Exploratory Data Analysis with R

Quick Insights

Learn how to look at data to generate initial insights

Course Sections

Basic Questions

Let’s start our exploration by answering these questions:

  1. 1. What are the names of the ice cream flavours?
  2. 2. How many flavours are there in the dataset?
  3. 3. What are the categories of ice cream in the dataset?

Before we answer these questions, let’s translate them into data tasks:

Translating Questions into Data Tasks

1. What are the names of the ice cream flavours?

To answer this question, we need to list the unique values in the name column of the ice_cream dataset. We can use the distinct() function to achieve this.

In other words, we can ask ourselves: “What are the unique values in the name column of the ice_cream dataset?“

2. How many flavours are there in the dataset?

To answer this question, we need to count the number of unique values in the name column of the ice_cream dataset. We can use the distinct() function to list unique values and the count() function to count the number of unique values.

In other words, we can ask ourselves: “How many unique values are there in the name column of the ice_cream dataset?“

3. What are the categories of ice cream in the dataset?

To answer this question, we need to list the unique values in the category column of the ice_cream dataset. We can use the distinct() function to achieve this.

In other words, we can ask ourselves: “What are the unique values in the category column of the ice_cream dataset?”

By translating our questions into data tasks, we can make it easier to understand what we need to do with the data.

Get Distinct Values

The distinct() function in tidyverse is used to get unique/distinct rows of a data frame. It returns a data frame with only the unique rows.

The syntax for the distinct() function is:

 dataset |>
  distinct(column_name) 
Exercise 1.1: List Ice Cream Flavors

Use the distinct() function to list the names of the ice cream flavors:

Count Unique Values

The count() function in tidyverse is used to count the number of unique values in a data frame. It returns a data frame with the count of unique values.

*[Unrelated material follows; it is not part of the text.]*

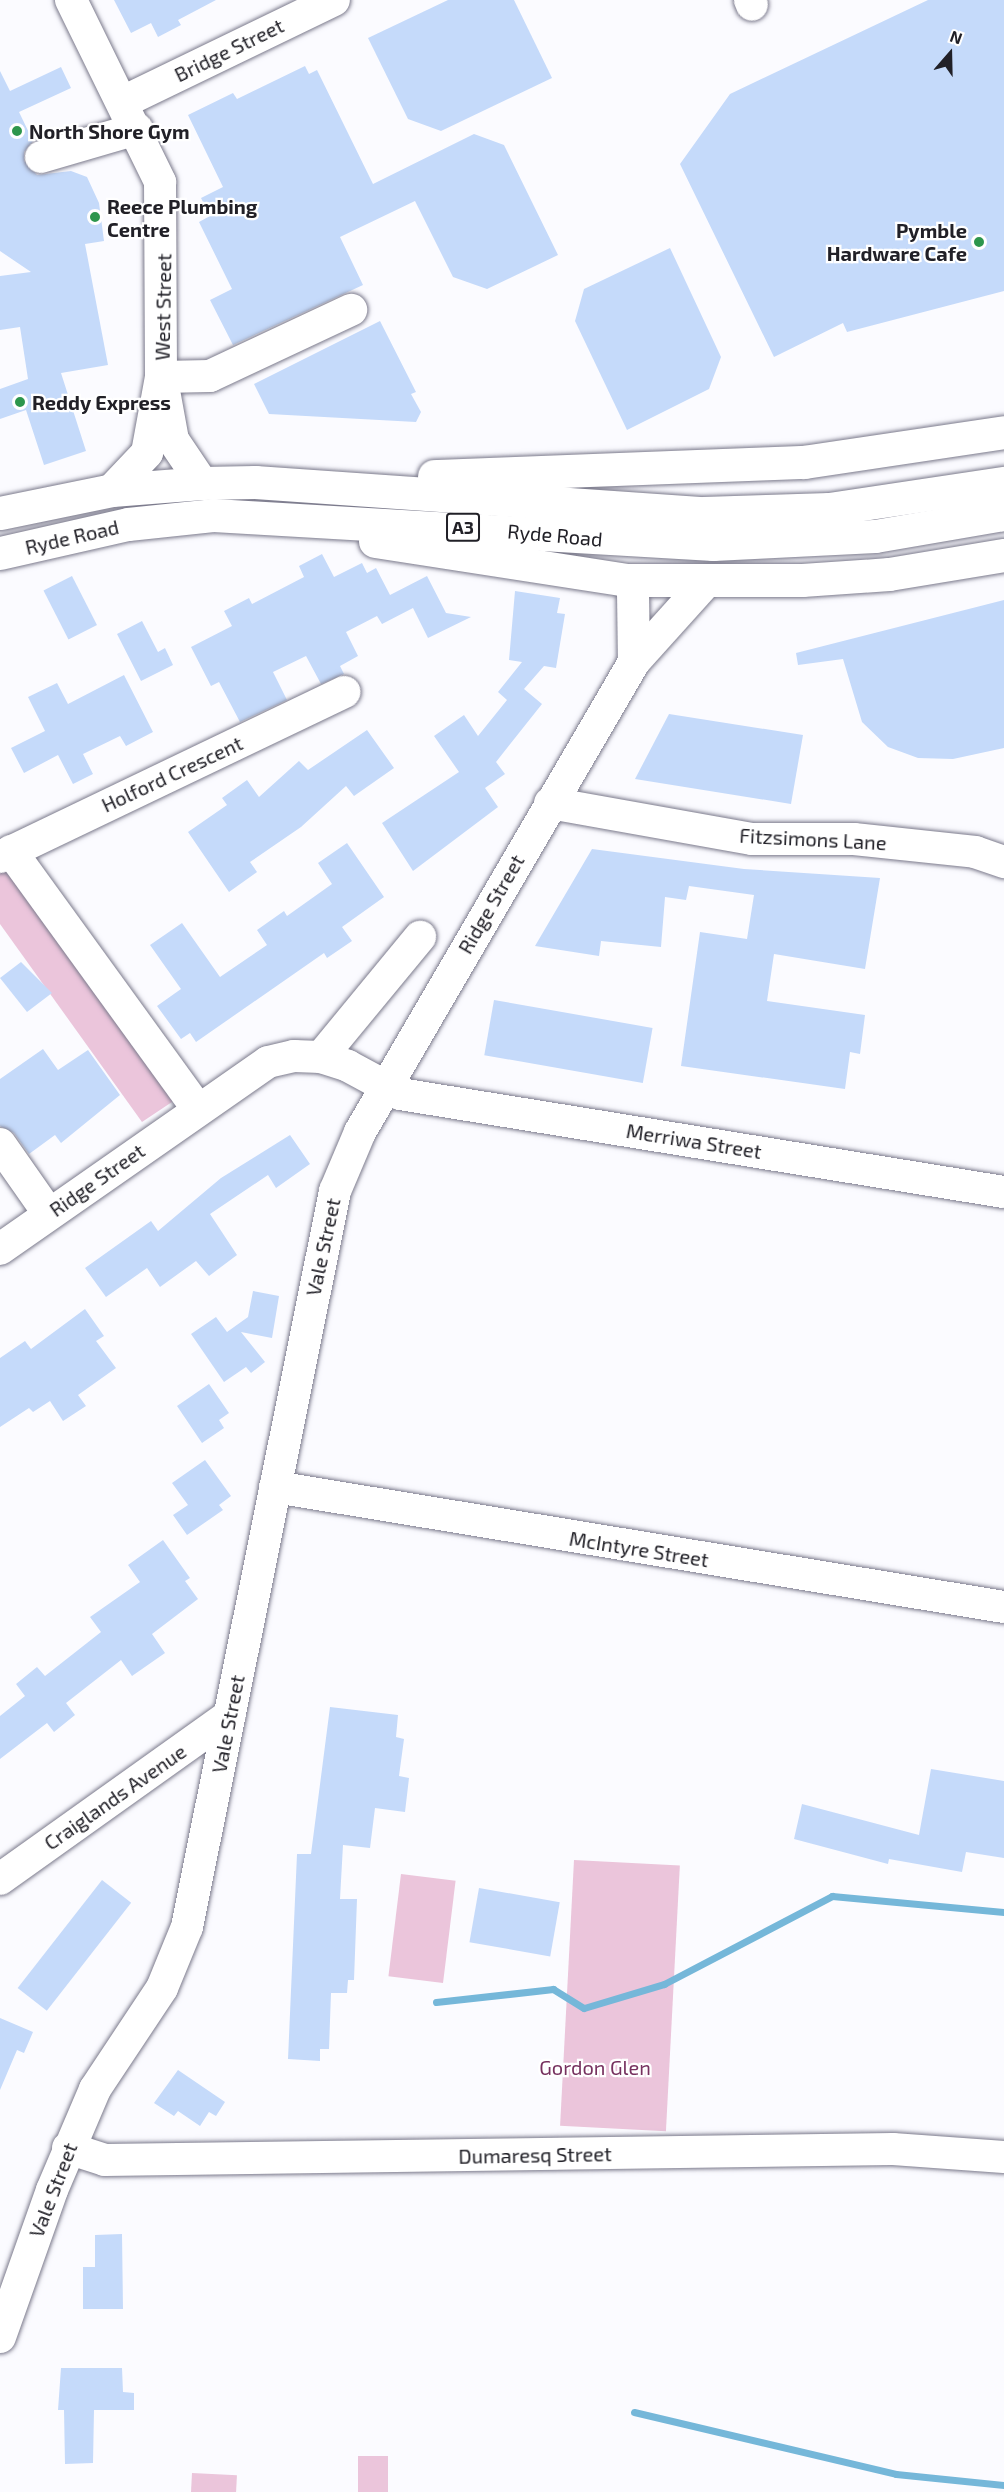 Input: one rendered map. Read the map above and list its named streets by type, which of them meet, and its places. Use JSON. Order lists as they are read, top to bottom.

The syntax for the count() function is:

 dataset |>
  distinct(column_name) |>
  count() 
Exercise 1.2: Count Ice Cream Flavors

Use the distinct() and count() functions to count the number of unique flavors:

Count unique categories

Exercise 1.3: List Ice Cream Categories

Use the distinct() function to list the categories of ice cream:

Let’s take this a step further and count the number of flavors in each category.

Count Flavors by Category

Exercise 1.4: Count Flavors by Category

Use the group_by() and summarise() functions to count how many flavors are in each category:

Writing it up

Let’s write up a small report based on our findings:

Report: Ice Cream Flavors Analysis

1. Ice Cream Flavors

The ice cream flavors in the dataset are Vanilla, Chocolate, Strawberry, Mango, Cookie Dough, and Blueberry.

2. Number of Flavors

There are 6 unique ice cream flavors in the dataset.

3. Ice Cream Categories

The ice cream flavors are categorized into Classic, Fruit, and Specialty. The Classic category has 2 flavors, the Fruit category has 3 flavors, and the Specialty category has 1 flavor.

Next Steps

In the next section, we’ll continue exploring the ice_cream dataset and answer questions like “What is the highest-rated ice cream flavor?” and “What is the average price of ice cream in each category?”

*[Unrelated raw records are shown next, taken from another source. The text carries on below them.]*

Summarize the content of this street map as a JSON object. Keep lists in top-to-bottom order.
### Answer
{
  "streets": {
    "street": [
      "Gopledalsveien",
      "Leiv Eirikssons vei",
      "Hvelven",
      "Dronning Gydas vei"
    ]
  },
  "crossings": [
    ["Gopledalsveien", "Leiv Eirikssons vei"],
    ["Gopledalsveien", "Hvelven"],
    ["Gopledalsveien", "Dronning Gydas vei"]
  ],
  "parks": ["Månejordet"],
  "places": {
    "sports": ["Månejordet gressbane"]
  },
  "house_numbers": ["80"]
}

What we’ll learn in this section

In this section, we’ll get some quick insights from our dataset. This is so we can do some basic exploration. With key information in our report, we will be able to have a more confident understanding of our data.

Highest & Lowest Values

One way to get a sense of the data is to find out the highest and lowest values. It can help us provide an overview of our data and get us ready to share quick initial insights.

Example: Lowest-rated Ice Cream

    What is the lowest-rated ice cream?

    Let’s translate this question into a technical question. First, we need to find the lowest rating and it’s corresponding ice cream name.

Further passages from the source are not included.